Canon John Nightingale writes:
SIR Brian Young, who died on 11 November, aged 94, was one of the most distinguished lay Christians of his age. After wartime service on naval destroyers, and winning prizes as a first-class Classical scholar at Cambridge, he was, at the age of 30, appointed Headmaster of Charterhouse.
Twelve years later, he left to become Director of the Nuffield Foundation, and then Director-General of the Independent Broadcasting Authority, where he presided over the launch of Channel Four. In his retirement, he chaired the Board of Christian Aid, besides serving on the Arts Council, the British Council of Churches, and numerous public bodies.
Though an accomplished teacher, lecturer, and preacher, he did not seek the limelight; but those who met him were struck by his ability, kindness, and faith. A tall man, he could initially seem Olympian, but those who got to know him better found him a sympathetic listener and a source of encouragement and wit.

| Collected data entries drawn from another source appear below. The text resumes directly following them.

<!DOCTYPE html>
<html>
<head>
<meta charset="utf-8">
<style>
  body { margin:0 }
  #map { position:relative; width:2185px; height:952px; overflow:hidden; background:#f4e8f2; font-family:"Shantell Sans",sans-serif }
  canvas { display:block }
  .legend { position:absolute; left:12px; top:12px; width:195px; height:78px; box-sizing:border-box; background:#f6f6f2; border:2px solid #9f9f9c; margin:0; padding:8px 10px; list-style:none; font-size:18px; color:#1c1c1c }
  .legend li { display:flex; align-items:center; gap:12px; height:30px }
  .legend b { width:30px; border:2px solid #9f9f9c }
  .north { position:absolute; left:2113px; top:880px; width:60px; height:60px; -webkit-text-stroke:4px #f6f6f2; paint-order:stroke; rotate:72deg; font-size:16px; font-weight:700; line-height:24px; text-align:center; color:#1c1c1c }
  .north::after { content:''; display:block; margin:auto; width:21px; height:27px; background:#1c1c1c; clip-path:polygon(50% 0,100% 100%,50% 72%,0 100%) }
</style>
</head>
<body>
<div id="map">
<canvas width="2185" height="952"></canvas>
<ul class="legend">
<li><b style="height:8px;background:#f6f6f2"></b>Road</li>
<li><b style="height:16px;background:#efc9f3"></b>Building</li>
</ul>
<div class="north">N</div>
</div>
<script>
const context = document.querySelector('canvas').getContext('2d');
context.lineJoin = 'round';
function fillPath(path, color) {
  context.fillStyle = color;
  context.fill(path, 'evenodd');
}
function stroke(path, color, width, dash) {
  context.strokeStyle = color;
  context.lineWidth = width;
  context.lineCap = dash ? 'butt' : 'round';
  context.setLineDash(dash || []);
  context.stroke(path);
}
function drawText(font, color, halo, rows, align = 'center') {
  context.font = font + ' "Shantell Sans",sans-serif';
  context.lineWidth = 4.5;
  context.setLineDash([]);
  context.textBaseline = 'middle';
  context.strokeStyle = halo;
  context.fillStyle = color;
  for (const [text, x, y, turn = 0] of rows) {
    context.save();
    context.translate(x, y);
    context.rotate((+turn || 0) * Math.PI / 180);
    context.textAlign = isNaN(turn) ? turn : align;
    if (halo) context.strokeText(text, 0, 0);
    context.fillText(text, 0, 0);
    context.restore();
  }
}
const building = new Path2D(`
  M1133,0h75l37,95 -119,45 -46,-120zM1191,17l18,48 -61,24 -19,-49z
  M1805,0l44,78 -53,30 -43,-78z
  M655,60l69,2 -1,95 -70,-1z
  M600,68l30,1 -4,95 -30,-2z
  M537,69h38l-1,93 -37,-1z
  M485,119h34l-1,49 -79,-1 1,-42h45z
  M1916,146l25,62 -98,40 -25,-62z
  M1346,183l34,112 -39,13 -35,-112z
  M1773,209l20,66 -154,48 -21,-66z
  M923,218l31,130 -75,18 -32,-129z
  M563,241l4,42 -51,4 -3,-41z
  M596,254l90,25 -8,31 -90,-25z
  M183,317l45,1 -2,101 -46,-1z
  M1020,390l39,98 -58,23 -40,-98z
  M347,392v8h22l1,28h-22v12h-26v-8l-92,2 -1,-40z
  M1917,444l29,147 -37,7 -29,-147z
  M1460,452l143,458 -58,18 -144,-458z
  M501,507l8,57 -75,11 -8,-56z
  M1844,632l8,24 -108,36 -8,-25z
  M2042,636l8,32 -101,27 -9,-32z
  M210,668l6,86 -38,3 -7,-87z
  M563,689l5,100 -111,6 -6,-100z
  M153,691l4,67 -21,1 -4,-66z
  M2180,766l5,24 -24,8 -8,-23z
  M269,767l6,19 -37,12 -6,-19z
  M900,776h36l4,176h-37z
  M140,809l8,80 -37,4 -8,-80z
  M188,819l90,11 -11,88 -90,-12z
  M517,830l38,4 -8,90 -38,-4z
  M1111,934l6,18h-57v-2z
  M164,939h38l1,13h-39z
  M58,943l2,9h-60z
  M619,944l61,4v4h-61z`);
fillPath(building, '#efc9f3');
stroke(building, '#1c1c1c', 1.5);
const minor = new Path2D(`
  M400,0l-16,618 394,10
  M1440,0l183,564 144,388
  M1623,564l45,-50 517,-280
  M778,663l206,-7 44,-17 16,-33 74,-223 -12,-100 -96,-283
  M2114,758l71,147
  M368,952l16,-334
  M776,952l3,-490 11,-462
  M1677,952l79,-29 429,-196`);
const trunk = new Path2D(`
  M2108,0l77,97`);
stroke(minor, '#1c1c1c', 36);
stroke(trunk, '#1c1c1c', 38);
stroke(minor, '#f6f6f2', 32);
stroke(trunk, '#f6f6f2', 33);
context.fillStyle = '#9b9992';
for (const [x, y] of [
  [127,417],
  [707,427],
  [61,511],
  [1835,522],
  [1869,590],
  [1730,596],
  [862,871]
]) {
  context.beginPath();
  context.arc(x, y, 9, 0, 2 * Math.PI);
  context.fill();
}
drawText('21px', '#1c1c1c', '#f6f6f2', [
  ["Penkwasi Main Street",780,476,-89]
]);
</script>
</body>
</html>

His interests ranged widely, including trees, limericks, opera, logical puzzles, origami, and the poetry of A. E. Housman. In mid-career, he wrote The Villein’s Bible, an illustrated study of how the Romanesque stone-carvers of Western Europe interpreted the biblical stories for the villeins, the common people of their day.
This work of interpretation was something that Brian himself attempted, in his regular preaching and teaching over 60 years, during most of which he worshipped at the parish church in Gerrards Cross. In his last year, he had great delight when his grandchildren persuaded him to edit and publish a collection of addresses that he had given in Charterhouse chapel, one of which I can vividly remember.
His commitment was obvious to his pupils, though never forced on them. His tall, dark, vigorous, and yet serene figure had all the presence of the traditional headmaster; but he had the gift of setting the nervous young at ease. Contact with him could also reveal a fatherly concern which included, as something obvious, and without any prying, your spiritual as well as intellectual well-being.
Steeped though he was in the culture of Christendom, he was adamant that true faith required commitment, not narrowly pietistic, but involving intellectual integrity, personal devotion, and practical action, not least in securing a better deal for the less privileged. He argued strongly against the hypocrisy of those who in public never put a foot wrong, but whose real character is revealed when the mask slips, or who make a be-all and end-all of material success.
These traditional Christian principles he attempted to apply to his own life and times, to the next generation of students, to new methods of education, to the mass media, and, as a late convert, to the computer age. He was proud of having launched Channel Four as a non-profit-making body, committed to cultural excellence, and he continued his commitment to Christian Aid right up to donations obtained from his last book, and at his thanksgiving service.
I saw him from a distance as a schoolboy and through working for Christian Aid. In the past few years, I started to get to know him as a friend, one of remarkable memory, imagination, and sense of humour, whose personality and life was an unobtrusive reminder of our membership of the communion of saints.